In 1867, Austrian Archduke Ferdinand Maximilian, installed as emperor of Mexico by French Emperor Napoleon III in 1864, was executed on the orders of Benito Juarez, the president of the Mexican Republic.
Also in 1867, the first running of the Belmont Stakes took place at Jerome Park, N.Y.
In 1905, Pittsburgh showman Harry Davis opened the world’s first nickelodeon, showing the silent Western film “The Great Train Robbery.” The storefront theater boasted 96 seats and charged 5 cents and prompted the advent of movie houses across the United States.
In 1910, Spokane, Wash., marked the first Father’s Day.
In 1943, World War II’s Battle of the Philippine Sea began, as Japan tried unsuccessfully to prevent further Allied advancement in the South Pacific.
In 1953, convicted spies Julius and Ethel Rosenberg were executed.
In 1977, Elvis Presley made his final live concert recordings at a series of appearances in Nebraska. He died two months later.
In 1987, the U.S. Supreme Court struck down the 1981 Louisiana law that required schools to teach the creationist theory of human origin espoused by fundamentalist Christians.
In 1991, the U.N. Security Council unanimously approved a plan to prohibit the export of military supplies to Iraq.
In 2000, the U.S. Supreme Court ruled that prayers led by students at public high school football games aren’t permitted under the constitutional separation of church and state.
In 2005, a suicide bomber killed at least 23 people, including Iraqi police officers, in a crowded Baghdad restaurant. The next day saw suicide car bombers kill a reported 26 policemen and security forces in Baghdad and Irbil.
Also in 2005, opponents of Syrian domination won a majority of seats in the final round of Lebanon’s parliamentary elections.
In 2007, 10,000 U.S. and 3,000 Iraqi troops launched a major offensive targeting the Sunni jihadist terrorist group known as al-Qaida in Iraq in Iraq’s Baquba area.
In 2008, Sen. Barack Obama, the presumptive Democratic presidential nominee, became the first at that level to bypass public financing since the program was established. Obama said he believed the move would provide better resources to defend his campaign from attacks by Republicans.

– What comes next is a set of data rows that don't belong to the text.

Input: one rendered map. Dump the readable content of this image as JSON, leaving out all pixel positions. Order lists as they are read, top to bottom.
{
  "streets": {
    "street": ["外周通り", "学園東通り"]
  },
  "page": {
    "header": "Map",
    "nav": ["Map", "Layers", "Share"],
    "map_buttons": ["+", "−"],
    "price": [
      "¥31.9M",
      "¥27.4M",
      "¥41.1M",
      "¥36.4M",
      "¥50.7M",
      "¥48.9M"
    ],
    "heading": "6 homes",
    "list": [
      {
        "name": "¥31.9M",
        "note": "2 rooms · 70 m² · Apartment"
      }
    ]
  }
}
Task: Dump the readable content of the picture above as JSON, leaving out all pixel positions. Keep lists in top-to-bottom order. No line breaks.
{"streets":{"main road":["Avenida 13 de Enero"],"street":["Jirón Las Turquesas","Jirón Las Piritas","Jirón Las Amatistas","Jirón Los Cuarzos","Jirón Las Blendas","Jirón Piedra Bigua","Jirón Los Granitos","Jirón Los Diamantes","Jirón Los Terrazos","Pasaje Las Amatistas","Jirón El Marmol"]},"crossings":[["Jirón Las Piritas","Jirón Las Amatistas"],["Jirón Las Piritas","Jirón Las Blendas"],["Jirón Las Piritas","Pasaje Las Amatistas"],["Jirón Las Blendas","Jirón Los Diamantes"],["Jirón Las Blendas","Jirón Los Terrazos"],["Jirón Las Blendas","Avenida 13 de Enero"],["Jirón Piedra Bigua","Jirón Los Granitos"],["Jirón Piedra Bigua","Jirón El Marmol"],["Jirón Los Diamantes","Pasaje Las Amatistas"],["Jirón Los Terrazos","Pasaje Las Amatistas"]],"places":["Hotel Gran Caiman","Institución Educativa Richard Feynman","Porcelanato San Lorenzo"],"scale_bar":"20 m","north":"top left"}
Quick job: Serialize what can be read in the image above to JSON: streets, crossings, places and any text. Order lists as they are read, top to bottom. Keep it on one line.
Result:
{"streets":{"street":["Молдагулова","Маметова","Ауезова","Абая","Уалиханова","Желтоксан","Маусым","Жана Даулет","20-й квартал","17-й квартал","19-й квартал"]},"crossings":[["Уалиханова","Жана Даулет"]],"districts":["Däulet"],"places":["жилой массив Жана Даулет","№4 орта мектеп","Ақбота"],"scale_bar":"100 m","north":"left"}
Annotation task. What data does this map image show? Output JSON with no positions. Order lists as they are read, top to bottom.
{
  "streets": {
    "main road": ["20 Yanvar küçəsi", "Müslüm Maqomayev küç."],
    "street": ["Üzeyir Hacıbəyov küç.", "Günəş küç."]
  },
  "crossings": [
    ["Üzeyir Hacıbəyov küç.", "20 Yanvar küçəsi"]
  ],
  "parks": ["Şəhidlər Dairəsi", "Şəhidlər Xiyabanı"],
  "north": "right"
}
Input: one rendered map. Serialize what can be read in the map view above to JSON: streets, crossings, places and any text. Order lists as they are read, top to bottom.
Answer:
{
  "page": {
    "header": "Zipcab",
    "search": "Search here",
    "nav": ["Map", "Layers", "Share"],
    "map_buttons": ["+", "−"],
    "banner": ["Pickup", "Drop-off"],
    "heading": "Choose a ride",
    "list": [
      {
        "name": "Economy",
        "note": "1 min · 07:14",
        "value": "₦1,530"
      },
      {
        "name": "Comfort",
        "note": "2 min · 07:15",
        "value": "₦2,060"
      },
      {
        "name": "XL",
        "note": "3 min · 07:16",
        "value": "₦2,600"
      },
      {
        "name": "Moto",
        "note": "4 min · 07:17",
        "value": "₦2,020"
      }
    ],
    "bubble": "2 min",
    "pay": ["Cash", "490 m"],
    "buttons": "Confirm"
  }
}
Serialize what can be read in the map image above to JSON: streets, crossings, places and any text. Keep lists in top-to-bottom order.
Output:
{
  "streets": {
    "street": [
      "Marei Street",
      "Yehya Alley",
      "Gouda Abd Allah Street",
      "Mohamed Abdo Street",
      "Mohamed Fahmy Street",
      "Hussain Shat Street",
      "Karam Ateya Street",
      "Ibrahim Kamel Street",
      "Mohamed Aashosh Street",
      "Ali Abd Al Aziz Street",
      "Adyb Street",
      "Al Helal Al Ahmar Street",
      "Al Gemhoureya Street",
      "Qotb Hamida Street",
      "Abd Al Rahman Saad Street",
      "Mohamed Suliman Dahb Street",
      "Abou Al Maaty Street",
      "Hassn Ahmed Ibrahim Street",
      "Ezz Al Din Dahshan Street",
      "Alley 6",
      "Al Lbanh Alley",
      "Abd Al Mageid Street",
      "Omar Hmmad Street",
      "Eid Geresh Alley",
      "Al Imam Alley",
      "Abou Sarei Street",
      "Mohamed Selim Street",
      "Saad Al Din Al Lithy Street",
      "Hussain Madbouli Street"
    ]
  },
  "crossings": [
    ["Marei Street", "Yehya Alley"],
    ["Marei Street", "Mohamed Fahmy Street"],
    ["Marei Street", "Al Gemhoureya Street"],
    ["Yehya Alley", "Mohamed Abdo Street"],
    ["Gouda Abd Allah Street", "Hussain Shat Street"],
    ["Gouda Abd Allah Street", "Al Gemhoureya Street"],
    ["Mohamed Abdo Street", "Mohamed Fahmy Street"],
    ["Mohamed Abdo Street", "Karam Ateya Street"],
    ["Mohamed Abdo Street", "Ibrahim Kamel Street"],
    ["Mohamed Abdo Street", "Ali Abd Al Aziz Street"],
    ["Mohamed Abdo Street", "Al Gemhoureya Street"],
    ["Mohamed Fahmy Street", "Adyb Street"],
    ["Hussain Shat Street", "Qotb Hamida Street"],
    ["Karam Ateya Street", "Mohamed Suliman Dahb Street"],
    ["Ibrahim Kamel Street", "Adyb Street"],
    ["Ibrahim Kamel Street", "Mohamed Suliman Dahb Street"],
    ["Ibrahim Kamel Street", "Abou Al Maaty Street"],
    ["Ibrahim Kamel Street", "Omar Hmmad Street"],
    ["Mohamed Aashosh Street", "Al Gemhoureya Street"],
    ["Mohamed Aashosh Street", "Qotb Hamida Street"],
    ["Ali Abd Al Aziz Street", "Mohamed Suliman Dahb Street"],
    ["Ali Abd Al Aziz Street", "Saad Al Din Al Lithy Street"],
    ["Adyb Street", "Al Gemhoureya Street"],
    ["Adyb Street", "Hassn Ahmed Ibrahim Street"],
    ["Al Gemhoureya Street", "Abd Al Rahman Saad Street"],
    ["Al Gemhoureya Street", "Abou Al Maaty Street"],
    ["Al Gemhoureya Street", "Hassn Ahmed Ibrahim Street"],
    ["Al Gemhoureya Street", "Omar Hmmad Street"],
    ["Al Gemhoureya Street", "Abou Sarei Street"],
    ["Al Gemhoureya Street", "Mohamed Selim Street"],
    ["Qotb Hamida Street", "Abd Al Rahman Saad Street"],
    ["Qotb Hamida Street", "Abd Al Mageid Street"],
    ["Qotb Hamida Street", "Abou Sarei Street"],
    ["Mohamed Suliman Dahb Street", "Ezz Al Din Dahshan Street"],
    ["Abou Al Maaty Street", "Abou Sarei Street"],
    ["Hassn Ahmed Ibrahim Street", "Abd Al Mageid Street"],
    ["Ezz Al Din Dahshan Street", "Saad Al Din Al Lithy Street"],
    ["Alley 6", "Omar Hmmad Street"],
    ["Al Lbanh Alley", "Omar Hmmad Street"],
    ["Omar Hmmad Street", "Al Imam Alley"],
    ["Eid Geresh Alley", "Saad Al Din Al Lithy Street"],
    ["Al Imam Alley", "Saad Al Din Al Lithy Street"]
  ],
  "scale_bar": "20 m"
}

In 2009, Hawaii was placed under heightened missile and other defense fortification, including mobile and ground-based interceptors, to deter any possible North Korean attacks, U.S. Defense Secretary Robert Gates said.
Also in 2009, two U.S. service members, an Army major and an Air Force master sergeant, pleaded guilty to bribery, fraud and conspiracy charges involving defense contracts in Afghanistan.
And, British World War I veteran, Henry Allingham, who turned 114 on June 6, 2009, was recognized by the Guinness World Records as the world’s oldest man. He died about six weeks later.
In 2010, a U.N. report said the level of insurgent violence in Afghanistan jumped in the past three months with a near doubling of roadside bombings and an increase in suicide attacks and assassinations.
Also in 2010, Chicago-area storms blew out windows on three floors of the tallest U.S. building, the 110-story Willis Tower.
A thought for the day: Ralph Waldo Emerson wrote of cheerfulness, “the more it is spent, the more of it remains.”